■ YOUR OBJECTIVE
Go through the entries below and copy each line containing the word "from".

■ RECORDS PROVIDED
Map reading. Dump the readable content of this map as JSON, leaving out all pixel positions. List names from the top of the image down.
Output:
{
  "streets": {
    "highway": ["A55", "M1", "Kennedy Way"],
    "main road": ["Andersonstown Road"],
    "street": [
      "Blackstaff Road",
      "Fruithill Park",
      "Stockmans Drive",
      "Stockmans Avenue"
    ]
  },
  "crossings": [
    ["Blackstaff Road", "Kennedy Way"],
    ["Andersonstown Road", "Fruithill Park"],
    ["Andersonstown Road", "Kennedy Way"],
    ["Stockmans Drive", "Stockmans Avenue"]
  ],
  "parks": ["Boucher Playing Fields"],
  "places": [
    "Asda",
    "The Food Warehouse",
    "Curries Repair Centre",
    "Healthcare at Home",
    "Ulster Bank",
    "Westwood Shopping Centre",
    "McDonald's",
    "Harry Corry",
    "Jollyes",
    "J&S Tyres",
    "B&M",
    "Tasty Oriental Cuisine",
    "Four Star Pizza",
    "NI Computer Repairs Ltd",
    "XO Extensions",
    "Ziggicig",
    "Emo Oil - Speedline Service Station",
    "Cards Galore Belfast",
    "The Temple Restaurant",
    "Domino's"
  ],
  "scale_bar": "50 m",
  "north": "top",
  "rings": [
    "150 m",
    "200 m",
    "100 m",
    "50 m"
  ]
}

...

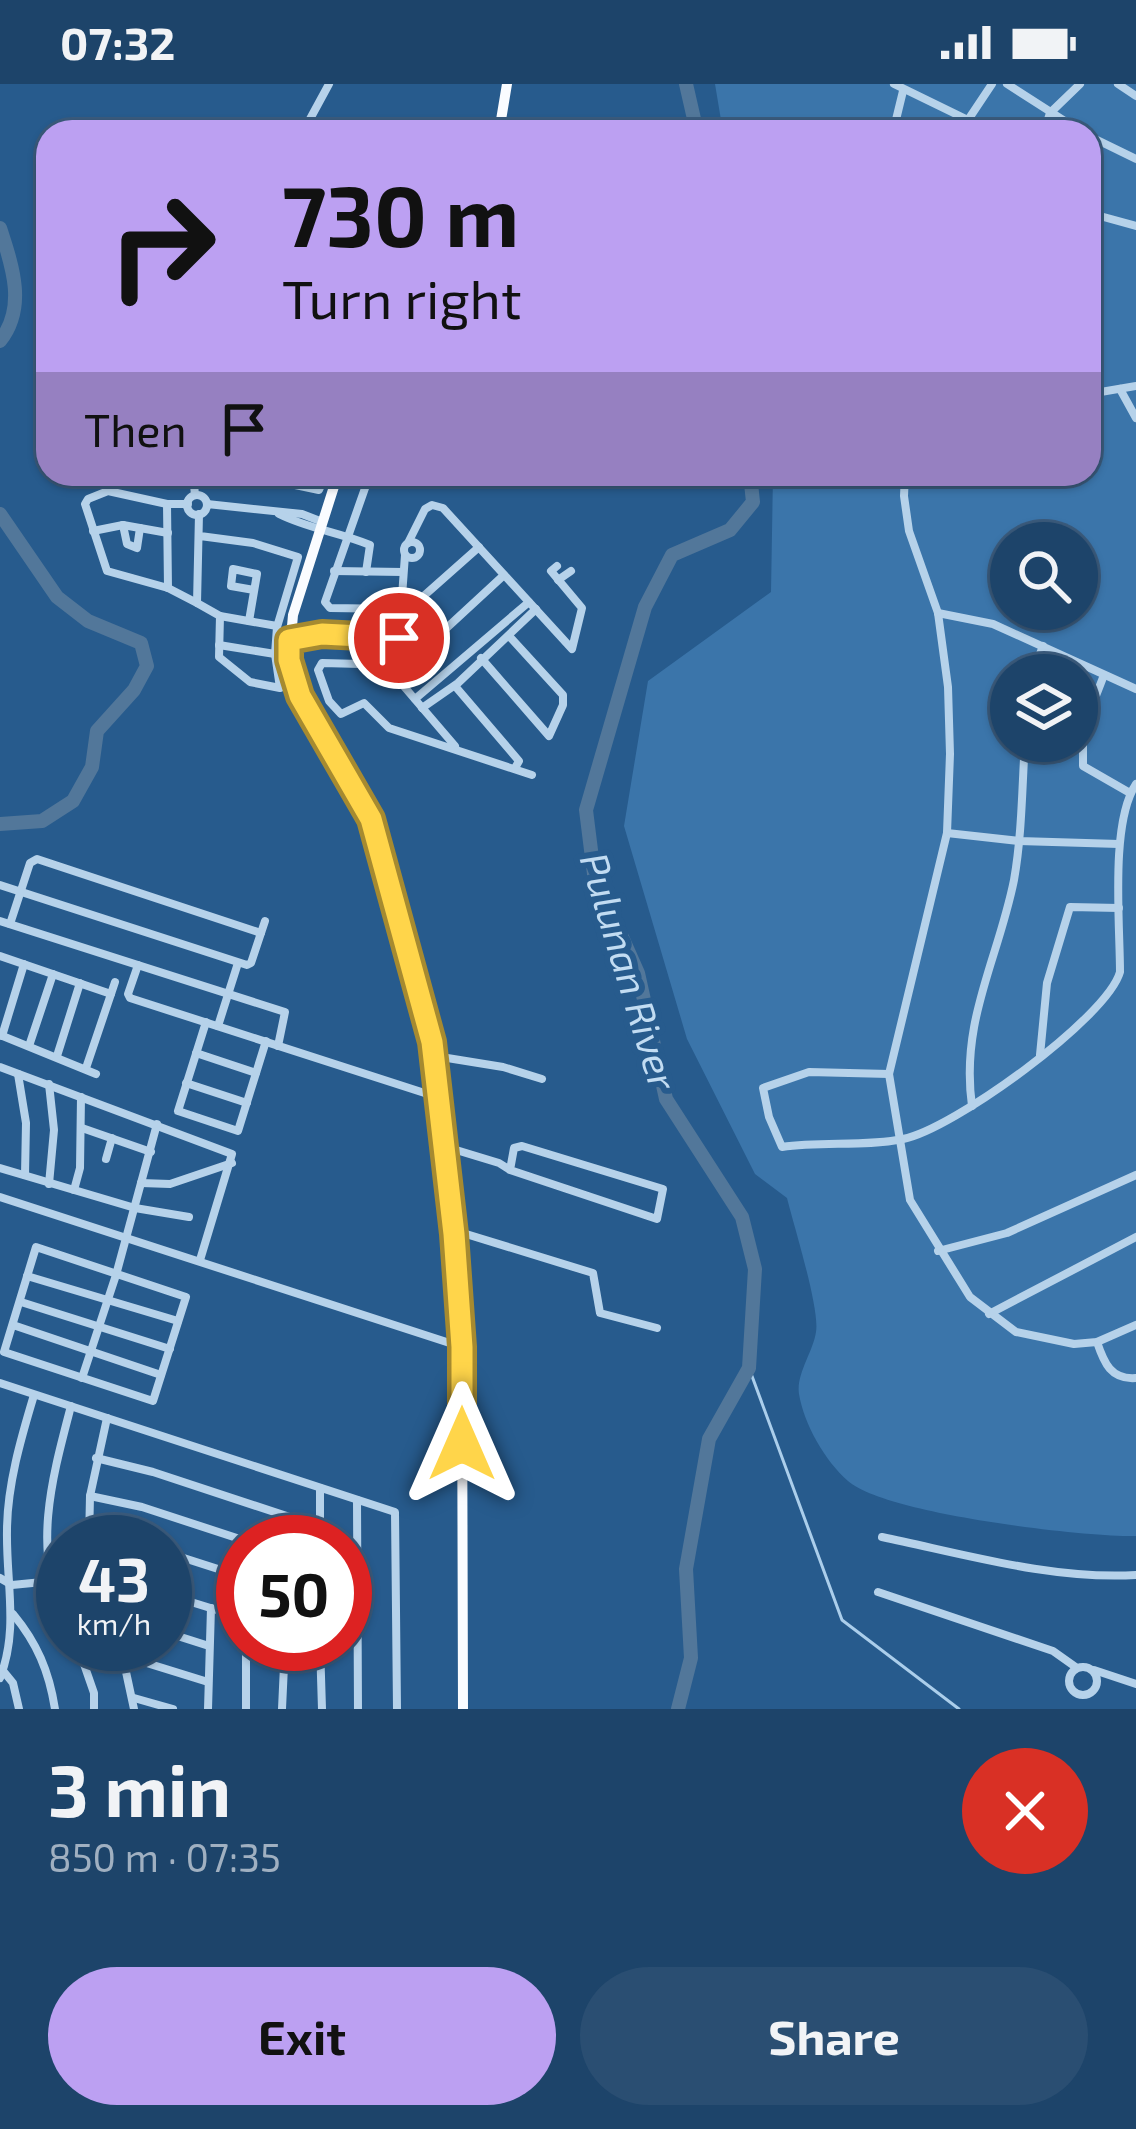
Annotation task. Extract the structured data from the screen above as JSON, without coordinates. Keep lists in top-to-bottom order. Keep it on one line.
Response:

■ COMPLETED EXERCISE
Map reading. Dump the readable content of this map as JSON, leaving out all pixel positions. List names from the top of the image down.
Annotation task. Extract the structured data from the screen above as JSON, without coordinates. Keep lists in top-to-bottom order. Keep it on one line.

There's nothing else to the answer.